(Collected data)

= = =

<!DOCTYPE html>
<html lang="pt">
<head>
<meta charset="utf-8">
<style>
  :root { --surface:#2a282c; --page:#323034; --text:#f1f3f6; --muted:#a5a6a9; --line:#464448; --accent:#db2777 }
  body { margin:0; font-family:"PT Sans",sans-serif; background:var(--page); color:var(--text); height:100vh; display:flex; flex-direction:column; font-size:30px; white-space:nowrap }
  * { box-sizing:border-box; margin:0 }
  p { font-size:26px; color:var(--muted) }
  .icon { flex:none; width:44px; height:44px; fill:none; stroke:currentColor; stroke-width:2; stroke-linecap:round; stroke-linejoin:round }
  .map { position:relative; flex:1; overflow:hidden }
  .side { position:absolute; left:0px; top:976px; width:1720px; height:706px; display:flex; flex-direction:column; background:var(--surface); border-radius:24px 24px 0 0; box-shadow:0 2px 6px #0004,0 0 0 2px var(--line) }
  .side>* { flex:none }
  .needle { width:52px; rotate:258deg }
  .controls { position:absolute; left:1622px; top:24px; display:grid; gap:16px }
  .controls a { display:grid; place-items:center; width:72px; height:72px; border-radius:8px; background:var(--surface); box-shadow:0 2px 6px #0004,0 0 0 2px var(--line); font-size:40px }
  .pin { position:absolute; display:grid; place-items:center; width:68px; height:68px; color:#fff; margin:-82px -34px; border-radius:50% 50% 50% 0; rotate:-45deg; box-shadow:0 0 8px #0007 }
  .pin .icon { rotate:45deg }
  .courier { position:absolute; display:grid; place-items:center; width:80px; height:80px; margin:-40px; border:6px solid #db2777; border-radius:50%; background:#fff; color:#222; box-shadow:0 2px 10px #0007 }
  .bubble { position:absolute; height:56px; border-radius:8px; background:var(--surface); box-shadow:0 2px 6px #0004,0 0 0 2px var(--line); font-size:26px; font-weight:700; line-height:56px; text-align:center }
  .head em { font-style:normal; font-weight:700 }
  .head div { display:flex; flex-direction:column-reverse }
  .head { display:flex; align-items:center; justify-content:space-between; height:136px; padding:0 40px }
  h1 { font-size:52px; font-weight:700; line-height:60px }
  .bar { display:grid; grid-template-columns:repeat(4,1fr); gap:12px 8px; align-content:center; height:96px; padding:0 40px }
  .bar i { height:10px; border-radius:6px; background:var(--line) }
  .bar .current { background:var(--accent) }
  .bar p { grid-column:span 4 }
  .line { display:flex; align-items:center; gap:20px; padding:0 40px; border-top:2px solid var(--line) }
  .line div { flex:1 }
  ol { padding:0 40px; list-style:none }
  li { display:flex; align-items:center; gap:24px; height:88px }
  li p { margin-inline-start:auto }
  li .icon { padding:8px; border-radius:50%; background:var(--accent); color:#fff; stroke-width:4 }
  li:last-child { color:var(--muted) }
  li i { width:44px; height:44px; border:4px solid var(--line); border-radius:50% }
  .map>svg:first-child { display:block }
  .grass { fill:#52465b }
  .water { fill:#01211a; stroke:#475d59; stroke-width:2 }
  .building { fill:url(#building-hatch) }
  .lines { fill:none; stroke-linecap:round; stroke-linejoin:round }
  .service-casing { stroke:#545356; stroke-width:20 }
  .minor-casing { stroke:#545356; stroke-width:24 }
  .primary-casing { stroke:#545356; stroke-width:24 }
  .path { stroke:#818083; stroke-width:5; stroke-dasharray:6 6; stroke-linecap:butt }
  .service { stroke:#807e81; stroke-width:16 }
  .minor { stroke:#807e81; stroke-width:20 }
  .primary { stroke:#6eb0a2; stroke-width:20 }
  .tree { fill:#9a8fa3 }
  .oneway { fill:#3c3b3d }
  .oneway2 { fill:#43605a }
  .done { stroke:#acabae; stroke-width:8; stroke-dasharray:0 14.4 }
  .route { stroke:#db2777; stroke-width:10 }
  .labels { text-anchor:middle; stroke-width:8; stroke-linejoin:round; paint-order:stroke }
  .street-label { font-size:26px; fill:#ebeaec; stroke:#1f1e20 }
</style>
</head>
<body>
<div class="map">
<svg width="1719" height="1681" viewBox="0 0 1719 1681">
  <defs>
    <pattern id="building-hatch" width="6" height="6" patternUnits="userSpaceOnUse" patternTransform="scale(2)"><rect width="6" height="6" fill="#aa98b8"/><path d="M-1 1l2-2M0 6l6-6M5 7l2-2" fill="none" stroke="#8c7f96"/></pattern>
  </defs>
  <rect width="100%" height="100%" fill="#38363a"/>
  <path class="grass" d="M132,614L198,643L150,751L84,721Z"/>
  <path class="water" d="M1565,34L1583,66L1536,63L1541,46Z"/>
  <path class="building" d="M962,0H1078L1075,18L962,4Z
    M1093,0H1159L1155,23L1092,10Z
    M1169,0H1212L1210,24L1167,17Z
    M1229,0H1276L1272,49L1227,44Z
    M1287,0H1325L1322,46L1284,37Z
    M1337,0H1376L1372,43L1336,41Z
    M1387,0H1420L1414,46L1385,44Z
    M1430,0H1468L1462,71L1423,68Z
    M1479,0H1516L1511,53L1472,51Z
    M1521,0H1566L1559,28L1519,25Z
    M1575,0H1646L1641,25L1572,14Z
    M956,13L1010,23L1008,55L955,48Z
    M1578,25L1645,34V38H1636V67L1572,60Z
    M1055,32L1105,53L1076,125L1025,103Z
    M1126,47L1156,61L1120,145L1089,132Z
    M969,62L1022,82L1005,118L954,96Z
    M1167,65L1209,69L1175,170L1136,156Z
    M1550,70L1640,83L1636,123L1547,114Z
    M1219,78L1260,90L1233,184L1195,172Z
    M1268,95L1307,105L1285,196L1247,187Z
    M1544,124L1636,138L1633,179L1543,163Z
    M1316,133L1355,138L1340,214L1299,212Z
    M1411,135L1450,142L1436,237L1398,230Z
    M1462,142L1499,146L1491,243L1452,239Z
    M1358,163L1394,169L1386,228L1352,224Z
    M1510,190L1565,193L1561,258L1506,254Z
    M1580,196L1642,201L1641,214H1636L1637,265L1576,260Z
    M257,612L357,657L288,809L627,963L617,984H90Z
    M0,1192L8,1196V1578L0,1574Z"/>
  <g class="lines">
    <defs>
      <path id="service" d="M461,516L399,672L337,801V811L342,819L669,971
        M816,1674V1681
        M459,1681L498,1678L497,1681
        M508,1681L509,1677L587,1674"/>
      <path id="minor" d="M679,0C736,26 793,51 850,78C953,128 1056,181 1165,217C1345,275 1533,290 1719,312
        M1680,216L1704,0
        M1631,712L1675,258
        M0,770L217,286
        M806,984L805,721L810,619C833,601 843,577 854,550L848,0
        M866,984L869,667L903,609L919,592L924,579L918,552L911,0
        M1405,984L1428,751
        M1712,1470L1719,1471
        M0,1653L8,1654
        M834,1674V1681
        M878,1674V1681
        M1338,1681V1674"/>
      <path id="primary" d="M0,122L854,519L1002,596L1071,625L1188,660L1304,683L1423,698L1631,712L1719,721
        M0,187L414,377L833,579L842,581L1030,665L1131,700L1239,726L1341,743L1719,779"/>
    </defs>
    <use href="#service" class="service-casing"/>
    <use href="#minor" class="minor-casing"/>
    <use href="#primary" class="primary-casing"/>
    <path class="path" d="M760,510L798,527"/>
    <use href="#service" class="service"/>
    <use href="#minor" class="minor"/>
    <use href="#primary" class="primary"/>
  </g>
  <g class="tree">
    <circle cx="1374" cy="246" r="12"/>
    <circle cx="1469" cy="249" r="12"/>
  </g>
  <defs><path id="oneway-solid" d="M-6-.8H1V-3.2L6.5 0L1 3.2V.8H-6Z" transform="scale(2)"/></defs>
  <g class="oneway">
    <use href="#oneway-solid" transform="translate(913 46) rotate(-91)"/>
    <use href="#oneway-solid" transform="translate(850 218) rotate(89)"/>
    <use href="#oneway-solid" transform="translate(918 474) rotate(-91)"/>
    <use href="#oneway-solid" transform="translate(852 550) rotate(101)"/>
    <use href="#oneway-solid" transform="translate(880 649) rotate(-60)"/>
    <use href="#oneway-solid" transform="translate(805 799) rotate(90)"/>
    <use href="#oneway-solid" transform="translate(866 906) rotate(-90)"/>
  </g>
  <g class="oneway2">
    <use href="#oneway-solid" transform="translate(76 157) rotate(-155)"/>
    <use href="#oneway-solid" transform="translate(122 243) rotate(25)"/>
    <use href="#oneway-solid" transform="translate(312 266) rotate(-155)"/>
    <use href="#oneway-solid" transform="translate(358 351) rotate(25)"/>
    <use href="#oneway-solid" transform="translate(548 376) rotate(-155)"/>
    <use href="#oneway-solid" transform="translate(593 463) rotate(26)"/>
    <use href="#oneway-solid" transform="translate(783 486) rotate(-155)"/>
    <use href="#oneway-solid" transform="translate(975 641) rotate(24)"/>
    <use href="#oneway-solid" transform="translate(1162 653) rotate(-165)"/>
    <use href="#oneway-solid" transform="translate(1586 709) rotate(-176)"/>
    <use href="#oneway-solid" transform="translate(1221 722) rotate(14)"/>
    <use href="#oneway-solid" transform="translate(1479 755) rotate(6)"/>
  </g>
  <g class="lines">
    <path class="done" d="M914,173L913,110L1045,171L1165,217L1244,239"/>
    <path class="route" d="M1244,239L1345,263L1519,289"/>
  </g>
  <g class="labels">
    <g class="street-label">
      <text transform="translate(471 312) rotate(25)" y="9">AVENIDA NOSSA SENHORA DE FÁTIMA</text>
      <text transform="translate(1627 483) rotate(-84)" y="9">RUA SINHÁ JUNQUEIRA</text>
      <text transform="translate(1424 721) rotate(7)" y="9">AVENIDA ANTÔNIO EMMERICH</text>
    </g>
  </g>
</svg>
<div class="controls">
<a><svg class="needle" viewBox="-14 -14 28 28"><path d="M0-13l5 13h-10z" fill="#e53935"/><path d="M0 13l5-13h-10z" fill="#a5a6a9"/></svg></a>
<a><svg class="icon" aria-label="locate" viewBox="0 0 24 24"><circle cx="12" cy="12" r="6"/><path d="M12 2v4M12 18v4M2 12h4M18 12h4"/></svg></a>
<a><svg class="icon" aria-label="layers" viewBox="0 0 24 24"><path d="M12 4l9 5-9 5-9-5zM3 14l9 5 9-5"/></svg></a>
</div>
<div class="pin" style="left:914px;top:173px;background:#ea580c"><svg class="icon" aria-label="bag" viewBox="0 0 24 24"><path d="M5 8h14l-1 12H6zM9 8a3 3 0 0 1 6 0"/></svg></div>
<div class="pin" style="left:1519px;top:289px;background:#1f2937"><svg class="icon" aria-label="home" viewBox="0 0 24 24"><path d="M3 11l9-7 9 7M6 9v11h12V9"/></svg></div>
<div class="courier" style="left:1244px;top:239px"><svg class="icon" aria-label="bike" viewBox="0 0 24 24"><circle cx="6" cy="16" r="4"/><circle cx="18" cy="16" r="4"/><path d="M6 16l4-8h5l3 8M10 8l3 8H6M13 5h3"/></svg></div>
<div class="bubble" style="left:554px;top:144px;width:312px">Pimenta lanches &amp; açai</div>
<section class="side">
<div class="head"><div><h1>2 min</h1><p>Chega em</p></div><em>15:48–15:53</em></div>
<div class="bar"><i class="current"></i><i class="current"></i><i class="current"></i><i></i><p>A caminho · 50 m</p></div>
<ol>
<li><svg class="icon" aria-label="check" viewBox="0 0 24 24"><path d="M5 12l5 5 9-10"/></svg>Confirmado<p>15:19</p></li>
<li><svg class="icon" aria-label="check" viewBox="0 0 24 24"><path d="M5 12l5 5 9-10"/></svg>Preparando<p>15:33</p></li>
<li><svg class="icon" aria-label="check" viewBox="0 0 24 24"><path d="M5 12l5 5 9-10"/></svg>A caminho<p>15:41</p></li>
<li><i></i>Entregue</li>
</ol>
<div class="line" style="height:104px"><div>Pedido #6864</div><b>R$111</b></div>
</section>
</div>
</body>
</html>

= = =

**PROBLEM DETAILS**
Start at the line containing "<li><i></i>Entregue</li>" and copy each line through the last one in the records, exactly and with nothing added.

**RESPONSE TO THE EXERCISE**
<li><i></i>Entregue</li>
</ol>
<div class="line" style="height:104px"><div>Pedido #6864</div><b>R$111</b></div>
</section>
</div>
</body>
</html>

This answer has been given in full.